Alarmed that Ed Gillespie barely won the Virginia GOP primary for governor in June, top Republicans from the White House on down are pushing him to hire some of the president’s strategists and more aggressively court Trump voters, according to Republicans with direct knowledge of those efforts.

In addition, the Republican National Committee has taken charge of field operations for the Gillespie campaign, according to two Republicans who called it a sign that the national party is worried about Gillespie’s team.

Aligning with Trump strategists could be a stomach-churner for Gillespie, whose résumé reads establishment Republican: counselor to President George W. Bush, former Republican National Committee chairman, lobbyist. Gillespie got behind Trump only after he had sewn up the 2016 nomination.

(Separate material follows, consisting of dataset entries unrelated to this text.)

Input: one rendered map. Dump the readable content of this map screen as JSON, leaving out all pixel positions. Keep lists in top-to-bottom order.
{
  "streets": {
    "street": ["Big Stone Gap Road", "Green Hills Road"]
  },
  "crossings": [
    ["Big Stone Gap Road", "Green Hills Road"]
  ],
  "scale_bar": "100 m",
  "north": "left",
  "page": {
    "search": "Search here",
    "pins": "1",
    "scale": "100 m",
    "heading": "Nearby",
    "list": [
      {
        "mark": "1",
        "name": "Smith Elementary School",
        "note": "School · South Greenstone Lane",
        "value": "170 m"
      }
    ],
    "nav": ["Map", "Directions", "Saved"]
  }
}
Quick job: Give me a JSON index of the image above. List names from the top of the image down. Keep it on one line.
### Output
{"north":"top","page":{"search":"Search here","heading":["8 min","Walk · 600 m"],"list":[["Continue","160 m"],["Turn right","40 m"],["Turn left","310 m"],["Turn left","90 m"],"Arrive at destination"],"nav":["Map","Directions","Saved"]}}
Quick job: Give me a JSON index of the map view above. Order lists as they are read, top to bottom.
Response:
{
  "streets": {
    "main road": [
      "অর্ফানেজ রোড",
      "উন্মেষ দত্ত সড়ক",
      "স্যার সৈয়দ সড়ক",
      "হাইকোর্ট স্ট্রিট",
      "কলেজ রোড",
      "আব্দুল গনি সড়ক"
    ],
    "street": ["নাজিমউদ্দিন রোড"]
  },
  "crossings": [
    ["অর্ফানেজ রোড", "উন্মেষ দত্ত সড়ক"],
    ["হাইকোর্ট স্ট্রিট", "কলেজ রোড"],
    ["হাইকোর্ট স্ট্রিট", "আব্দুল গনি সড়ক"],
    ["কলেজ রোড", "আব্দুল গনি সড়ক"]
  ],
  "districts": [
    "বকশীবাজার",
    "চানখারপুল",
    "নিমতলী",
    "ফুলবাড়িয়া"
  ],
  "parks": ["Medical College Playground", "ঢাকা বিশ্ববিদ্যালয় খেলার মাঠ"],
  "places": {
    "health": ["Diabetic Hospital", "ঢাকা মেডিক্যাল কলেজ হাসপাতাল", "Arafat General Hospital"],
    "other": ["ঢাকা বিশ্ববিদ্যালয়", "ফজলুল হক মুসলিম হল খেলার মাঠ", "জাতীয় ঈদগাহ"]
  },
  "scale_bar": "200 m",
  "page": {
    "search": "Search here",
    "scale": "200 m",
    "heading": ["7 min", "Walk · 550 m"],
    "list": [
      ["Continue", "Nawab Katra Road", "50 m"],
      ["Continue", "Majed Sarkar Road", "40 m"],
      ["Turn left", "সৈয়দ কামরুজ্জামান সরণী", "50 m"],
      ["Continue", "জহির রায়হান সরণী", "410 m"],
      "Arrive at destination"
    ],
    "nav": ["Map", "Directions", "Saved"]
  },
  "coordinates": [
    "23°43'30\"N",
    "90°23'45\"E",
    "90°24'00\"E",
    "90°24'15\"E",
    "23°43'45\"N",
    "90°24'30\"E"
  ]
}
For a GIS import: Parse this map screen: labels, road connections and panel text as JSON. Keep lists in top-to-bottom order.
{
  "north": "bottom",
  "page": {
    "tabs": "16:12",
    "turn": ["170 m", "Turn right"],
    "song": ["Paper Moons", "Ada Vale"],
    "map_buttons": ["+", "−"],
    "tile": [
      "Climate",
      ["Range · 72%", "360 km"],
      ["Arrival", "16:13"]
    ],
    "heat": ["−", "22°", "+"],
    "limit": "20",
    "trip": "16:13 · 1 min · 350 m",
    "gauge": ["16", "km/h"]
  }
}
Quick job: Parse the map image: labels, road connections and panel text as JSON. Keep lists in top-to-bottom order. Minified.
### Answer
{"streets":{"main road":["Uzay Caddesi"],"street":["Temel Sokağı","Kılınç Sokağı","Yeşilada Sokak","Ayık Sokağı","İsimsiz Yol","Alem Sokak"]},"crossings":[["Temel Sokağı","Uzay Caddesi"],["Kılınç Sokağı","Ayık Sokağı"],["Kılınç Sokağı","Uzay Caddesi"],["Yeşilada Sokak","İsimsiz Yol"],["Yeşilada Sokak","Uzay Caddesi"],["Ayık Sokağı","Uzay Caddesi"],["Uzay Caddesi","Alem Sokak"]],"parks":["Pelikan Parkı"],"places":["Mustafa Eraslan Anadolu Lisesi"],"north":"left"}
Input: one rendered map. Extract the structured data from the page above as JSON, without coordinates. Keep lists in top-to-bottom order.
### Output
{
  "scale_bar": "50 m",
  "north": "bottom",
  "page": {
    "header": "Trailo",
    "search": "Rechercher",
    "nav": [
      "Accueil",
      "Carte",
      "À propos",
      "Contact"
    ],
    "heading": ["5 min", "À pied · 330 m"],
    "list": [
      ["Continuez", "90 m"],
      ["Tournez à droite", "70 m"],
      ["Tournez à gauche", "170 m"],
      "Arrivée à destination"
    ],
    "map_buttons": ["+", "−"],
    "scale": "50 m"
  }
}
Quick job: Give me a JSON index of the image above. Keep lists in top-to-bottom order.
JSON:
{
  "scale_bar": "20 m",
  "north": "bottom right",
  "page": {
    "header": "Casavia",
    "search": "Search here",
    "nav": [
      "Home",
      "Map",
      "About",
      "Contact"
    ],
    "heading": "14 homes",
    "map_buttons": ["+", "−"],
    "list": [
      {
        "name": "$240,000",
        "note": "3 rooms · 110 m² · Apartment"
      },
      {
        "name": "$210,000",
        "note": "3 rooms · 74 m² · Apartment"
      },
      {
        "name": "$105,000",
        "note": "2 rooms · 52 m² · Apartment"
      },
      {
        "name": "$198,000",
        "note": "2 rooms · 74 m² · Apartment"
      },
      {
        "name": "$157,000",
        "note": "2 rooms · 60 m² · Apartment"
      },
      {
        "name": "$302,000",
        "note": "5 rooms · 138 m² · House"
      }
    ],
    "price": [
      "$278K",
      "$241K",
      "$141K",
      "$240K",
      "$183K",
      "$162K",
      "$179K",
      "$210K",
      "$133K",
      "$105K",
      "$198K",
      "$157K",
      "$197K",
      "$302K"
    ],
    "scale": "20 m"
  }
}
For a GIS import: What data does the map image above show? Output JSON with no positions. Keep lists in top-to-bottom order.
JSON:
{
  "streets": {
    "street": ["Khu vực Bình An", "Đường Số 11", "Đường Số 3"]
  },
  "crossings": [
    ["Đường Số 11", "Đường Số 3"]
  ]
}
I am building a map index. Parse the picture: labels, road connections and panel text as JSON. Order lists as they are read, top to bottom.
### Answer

Now, Gillespie studiously avoids discussing the president.

Running a campaign in the Trump style could be risky in purple Virginia, the only Southern state Hillary Clinton won and where Trump’s approval rating sat at 36 percent in a Washington Post-Schar School poll in May.

So far, Gillespie has resisted the advice — to the chagrin of activists who say his campaign desperately needs shaking up.

(Dalton Bennett/The Washington Post)

The course Gillespie takes will have meaning not only in November but also in 2018, when scores of other Republicans running for state and federal offices in swing districts across the country try to win over Trump voters as well as those repelled by the president.

“Gillespie is the next Republican candidate to wrestle with the factions of the Republican Party and the challenge of also needing independent voters,” said Nathan L. Gonzales, editor of the nonpartisan Inside Elections.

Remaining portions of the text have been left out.